Looking at the data below, count the lines that contain the string "nowrap". Write only the total.
Information provided section start
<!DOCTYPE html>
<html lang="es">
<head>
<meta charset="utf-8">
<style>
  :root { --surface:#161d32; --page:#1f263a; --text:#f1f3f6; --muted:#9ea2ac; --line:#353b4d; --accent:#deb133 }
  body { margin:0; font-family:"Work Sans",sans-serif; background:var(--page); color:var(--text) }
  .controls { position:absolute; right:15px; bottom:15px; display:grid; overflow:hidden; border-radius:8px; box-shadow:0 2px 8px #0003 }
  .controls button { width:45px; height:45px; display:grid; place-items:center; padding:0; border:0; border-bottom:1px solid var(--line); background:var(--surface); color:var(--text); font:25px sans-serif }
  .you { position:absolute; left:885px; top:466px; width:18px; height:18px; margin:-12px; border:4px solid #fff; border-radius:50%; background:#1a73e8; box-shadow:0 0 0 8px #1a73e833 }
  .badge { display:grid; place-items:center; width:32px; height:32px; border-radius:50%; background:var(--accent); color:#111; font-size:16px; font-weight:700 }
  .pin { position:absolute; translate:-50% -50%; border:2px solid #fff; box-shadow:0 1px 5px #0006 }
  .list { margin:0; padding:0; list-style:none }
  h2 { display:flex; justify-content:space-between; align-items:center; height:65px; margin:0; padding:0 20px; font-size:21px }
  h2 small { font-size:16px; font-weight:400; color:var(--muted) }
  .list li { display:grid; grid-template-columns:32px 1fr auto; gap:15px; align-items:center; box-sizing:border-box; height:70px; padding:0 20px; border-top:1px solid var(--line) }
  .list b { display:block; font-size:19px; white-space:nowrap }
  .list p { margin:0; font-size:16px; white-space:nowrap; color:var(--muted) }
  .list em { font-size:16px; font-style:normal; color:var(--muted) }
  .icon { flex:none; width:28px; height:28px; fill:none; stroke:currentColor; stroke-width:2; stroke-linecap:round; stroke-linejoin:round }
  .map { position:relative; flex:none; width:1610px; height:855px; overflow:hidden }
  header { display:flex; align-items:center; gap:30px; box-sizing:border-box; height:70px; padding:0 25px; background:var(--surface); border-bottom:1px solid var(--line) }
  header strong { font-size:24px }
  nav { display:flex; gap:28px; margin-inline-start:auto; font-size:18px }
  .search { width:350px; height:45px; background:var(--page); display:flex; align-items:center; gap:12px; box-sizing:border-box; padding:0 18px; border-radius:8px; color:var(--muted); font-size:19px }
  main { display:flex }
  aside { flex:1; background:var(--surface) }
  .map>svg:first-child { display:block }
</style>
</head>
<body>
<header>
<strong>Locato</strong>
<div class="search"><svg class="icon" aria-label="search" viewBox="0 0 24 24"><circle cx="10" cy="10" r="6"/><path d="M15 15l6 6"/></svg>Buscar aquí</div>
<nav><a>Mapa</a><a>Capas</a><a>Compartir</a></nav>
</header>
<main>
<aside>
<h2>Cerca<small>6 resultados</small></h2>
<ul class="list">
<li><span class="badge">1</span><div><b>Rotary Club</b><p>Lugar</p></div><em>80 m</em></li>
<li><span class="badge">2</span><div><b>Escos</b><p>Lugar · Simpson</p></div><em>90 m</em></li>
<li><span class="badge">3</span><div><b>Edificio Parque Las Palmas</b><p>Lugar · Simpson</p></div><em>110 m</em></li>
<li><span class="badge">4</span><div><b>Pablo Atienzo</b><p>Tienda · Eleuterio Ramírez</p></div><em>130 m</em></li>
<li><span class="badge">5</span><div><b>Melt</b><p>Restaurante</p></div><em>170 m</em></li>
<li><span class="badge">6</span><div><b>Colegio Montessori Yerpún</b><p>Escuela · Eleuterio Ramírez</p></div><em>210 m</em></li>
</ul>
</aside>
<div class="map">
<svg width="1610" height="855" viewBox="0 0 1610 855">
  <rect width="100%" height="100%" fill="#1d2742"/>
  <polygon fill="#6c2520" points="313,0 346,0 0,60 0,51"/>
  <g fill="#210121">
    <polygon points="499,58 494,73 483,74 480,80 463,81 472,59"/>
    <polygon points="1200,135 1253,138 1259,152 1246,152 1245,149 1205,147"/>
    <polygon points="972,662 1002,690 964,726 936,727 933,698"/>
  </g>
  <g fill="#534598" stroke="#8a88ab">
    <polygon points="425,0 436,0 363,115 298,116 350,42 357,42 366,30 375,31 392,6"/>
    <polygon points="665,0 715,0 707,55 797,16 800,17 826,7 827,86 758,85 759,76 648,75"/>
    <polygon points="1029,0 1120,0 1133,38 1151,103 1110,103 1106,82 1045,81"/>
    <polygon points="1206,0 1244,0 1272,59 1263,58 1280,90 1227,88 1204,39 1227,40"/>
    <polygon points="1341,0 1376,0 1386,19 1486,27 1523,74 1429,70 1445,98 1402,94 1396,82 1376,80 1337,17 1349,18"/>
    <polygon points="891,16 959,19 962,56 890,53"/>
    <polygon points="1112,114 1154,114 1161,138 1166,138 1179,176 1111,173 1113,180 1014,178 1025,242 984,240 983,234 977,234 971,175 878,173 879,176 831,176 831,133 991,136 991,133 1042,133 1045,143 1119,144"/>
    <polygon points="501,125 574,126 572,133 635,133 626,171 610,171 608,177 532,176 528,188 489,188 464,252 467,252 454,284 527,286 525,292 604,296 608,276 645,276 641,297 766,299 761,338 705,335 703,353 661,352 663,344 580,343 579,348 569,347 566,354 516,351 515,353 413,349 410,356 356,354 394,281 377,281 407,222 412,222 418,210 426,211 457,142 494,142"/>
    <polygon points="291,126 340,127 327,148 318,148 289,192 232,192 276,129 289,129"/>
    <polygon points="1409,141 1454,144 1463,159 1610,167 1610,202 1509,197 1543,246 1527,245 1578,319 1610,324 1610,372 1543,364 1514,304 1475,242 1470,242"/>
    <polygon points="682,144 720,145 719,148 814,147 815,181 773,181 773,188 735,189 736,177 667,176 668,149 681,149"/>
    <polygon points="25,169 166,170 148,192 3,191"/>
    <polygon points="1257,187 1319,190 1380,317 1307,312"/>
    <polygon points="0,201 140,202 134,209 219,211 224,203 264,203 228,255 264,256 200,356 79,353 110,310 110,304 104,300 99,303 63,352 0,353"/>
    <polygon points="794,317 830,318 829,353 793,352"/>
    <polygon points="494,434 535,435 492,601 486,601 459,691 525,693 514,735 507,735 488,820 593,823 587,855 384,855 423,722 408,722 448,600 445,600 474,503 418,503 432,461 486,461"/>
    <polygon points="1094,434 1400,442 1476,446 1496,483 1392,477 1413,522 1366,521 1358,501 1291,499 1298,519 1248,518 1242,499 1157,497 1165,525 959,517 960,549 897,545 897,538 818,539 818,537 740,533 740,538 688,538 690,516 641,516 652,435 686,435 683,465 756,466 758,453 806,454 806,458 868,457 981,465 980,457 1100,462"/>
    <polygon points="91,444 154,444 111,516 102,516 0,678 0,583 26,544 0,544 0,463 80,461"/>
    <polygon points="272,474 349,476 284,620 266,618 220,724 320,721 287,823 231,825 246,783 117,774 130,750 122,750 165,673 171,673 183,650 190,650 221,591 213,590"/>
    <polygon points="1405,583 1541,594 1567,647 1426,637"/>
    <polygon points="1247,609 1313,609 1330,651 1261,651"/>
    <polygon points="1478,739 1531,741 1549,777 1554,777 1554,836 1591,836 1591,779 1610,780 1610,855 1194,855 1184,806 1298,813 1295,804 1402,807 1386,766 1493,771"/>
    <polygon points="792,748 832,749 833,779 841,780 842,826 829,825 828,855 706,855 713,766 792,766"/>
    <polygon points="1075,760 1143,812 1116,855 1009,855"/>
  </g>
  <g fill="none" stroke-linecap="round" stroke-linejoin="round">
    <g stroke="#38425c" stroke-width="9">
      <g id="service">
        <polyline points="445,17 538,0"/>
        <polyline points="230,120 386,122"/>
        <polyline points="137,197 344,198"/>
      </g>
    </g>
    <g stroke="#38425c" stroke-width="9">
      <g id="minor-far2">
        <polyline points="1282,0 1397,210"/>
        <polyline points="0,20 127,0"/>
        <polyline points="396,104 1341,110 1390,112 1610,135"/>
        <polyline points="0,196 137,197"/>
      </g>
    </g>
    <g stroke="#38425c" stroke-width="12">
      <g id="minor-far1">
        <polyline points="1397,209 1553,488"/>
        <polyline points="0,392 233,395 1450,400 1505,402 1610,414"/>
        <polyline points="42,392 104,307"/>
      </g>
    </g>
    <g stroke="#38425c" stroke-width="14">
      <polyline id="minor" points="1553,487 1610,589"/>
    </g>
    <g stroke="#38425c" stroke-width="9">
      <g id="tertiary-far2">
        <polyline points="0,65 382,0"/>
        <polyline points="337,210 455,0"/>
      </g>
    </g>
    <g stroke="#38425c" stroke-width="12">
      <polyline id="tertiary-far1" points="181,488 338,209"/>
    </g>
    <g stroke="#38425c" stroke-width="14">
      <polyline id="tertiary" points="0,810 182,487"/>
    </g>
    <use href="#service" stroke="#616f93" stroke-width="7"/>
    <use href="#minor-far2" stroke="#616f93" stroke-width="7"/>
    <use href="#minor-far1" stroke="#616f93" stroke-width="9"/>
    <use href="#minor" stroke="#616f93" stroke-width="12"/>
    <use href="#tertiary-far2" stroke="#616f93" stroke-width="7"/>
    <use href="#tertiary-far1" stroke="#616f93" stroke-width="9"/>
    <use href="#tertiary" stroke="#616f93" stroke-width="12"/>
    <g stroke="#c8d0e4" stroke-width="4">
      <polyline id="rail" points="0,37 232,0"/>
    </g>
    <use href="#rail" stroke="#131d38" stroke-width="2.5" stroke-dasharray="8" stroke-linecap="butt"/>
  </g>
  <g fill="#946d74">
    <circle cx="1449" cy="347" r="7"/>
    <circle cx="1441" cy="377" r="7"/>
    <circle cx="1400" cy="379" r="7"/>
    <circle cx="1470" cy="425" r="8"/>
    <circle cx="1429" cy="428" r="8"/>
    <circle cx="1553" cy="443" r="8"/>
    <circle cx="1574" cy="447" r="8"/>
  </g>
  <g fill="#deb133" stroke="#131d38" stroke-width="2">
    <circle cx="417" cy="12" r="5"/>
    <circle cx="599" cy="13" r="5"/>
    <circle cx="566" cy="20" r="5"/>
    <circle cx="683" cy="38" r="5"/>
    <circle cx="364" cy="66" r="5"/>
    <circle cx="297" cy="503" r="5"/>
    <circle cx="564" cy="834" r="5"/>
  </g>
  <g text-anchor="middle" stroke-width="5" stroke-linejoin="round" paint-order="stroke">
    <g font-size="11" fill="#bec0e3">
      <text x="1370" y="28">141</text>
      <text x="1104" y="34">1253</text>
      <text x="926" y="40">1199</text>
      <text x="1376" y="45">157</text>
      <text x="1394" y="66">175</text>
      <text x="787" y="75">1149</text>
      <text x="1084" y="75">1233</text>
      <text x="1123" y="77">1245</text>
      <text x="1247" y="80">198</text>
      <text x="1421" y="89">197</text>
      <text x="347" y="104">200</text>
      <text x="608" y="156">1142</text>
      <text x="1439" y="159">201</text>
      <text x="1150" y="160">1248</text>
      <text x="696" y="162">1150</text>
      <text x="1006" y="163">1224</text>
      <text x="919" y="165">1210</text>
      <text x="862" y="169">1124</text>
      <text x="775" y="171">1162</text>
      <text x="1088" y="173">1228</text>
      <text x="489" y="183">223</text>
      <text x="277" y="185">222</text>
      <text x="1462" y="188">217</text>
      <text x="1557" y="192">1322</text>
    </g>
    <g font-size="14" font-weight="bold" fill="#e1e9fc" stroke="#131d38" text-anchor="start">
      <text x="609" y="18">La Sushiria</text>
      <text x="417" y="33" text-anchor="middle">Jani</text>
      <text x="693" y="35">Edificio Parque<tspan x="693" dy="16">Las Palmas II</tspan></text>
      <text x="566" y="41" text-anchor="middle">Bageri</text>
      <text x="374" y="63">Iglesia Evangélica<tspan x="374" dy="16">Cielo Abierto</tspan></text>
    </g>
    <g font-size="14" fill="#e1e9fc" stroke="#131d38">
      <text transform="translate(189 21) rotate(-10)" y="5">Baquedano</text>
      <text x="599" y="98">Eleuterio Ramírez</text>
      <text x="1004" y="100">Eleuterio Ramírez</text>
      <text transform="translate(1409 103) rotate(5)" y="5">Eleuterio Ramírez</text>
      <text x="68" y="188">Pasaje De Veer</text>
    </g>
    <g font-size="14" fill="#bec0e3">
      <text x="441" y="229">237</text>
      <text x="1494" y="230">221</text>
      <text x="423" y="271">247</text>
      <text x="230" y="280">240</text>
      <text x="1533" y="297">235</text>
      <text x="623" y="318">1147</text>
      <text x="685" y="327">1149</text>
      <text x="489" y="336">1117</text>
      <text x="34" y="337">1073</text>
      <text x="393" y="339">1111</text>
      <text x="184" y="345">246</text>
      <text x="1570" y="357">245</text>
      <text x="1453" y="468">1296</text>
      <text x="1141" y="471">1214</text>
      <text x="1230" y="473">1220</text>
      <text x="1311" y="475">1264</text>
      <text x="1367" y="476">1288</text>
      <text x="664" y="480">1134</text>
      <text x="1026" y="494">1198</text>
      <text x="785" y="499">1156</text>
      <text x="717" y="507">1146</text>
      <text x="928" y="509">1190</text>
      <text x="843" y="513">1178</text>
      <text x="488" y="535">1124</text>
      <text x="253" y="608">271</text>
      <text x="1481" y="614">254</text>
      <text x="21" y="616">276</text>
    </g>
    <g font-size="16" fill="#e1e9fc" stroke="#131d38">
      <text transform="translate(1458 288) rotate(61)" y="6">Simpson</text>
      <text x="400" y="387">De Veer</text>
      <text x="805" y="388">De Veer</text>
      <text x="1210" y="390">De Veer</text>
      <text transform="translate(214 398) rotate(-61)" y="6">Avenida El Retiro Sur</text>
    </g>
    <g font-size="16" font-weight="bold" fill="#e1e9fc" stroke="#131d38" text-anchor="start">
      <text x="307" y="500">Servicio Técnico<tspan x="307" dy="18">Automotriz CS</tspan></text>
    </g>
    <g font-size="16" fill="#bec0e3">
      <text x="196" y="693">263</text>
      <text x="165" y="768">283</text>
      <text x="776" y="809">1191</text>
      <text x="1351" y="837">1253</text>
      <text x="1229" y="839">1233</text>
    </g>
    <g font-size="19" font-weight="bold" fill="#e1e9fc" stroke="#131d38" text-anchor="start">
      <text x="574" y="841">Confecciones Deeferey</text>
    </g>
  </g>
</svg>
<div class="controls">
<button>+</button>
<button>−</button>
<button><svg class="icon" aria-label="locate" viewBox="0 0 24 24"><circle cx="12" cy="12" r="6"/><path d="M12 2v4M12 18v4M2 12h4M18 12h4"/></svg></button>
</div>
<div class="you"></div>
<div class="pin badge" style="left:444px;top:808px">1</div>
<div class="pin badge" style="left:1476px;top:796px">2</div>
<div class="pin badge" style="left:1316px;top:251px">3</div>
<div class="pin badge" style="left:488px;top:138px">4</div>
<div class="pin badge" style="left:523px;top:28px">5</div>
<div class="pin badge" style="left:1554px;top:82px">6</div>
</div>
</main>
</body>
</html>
Information provided section end
Answer section: 2